Raising the Ante on Building Teams

Academic journal article Military Review

Raising the Ante on Building Teams

Article excerpt

WARFIGHTING READINESS demands a synergy of effectively organized and trained soldiers supported by well-maintained equipment. Command climate, the key influence affecting everything units can achieve, lies at the heart of readiness. The U.S. Army meticulously holds leaders accountable for effectively training, maintaining, and caring for soldiers and families, but it pays little attention to how organizations are developed. Units and soldiers are suffering from this neglect.

Ideally, every Army unit should be a steadily improving team characterized by open communication, mutual trust, innovation, and coaching. In such units, practices would match beliefs, and subordinates would contribute to making the team better. However, according to command climate trends spanning the past 3 decades and the Army Training and Leader Development Panel (ATLDP) study, many soldiers do not enjoy effective command climates. (1) The time has come to raise the ante and to hold leaders accountable for building teams.

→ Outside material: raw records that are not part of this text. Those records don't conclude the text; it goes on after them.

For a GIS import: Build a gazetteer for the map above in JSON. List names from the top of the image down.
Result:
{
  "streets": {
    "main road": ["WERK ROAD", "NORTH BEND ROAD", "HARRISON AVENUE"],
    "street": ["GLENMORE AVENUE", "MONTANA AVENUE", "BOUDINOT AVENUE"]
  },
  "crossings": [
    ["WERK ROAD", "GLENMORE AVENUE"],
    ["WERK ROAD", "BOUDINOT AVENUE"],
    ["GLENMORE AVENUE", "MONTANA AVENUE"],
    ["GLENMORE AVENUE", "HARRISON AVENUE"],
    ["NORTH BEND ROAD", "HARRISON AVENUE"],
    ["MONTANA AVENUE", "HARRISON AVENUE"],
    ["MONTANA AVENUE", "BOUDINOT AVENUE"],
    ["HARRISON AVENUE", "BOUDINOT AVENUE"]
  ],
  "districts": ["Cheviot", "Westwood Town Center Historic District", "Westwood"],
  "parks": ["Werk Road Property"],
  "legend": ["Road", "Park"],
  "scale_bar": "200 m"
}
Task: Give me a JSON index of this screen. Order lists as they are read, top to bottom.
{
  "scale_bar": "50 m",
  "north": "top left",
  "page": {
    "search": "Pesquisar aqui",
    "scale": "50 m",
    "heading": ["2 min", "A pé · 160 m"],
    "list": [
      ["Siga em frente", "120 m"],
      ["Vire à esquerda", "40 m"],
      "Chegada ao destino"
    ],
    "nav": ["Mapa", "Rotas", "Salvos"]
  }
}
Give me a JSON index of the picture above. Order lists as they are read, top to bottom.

In 2003, Lieutenant General Walter Ulmer, Jr., said that Army units "are not nearly as uniformly effective as they can and must be." (2) In spite of amazing advances in technology, the synergy of army teams remains an essentially human phenomenon. Without effective group performance, the Army can neither deter nor win America's wars. The 2002 white paper "Objective Force in 2015" emphasizes a vision, but not the means, for "leaders provid[ing] a command climate that supports initiative, innovation, and risk-taking" as a fundamental concept of the transformed Army. (3)

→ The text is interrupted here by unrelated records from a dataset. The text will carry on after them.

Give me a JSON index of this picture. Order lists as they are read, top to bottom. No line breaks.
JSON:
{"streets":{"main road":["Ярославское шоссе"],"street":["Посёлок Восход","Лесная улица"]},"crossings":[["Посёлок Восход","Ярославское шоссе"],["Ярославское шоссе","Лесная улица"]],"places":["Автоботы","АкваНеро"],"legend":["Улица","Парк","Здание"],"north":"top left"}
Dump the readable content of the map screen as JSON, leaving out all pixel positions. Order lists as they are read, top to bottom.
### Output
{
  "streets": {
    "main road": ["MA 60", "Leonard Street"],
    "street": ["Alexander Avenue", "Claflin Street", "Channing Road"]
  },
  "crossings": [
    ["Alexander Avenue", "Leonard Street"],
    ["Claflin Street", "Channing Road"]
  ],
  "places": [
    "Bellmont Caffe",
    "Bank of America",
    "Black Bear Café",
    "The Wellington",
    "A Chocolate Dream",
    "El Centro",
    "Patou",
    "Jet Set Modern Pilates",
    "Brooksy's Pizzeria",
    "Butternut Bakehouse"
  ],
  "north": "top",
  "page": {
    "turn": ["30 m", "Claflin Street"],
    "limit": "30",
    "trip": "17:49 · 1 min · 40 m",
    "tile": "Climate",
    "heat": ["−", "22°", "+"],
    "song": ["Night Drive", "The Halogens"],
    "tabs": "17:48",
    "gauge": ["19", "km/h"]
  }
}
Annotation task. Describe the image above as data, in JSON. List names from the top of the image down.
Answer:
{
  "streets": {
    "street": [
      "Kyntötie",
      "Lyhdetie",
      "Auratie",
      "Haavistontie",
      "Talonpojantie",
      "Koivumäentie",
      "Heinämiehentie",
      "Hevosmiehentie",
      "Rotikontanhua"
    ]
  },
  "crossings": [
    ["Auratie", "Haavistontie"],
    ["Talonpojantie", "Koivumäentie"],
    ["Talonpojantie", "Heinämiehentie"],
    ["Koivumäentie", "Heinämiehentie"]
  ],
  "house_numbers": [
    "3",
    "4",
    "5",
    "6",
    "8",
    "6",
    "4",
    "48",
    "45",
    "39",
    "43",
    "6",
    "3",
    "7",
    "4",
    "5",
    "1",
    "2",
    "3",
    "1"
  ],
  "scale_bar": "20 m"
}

Enhancing unit effectiveness is a practical necessity. As the Army moves from an individual-replacement system to lengthened command tours and increased tour stability, it will place considerably more emphasis on building effective units that stay together longer. Optimizing organizational capabilities solely for an extended deployment or combat training center rotation only to virtually disband the unit thereafter will no longer suffice. Vacillating within a band of excellence will be increasingly counterproductive. To build and sustain trust, cohesion, and increased readiness, the Army needs units that grow continuously, not just during peak periods, and that incrementally improve over the long term.

Disturbing Trends

Climate critically binds individuals and the organization; ultimately shapes the effectiveness of organizational processes and accomplishments; and is the tacit foundation facilitating productive interactions among team members. (4) During the past 30 years, there have been countless studies of military professionalism, leader development, and the state of the Army culture. (5) The following statement reflects a disturbing trend in command climate: "The existing climate includes persistent overtones of selfish behavior that places personal success ahead of the good of the Service; looking upward to please superiors instead of looking downward to fulfill legitimate needs of subordinates; preoccupation with attainment of trivial short-term objectives; incomplete communication between junior and senior officers which leave the senior uninformed and the junior feeling unimportant." (6)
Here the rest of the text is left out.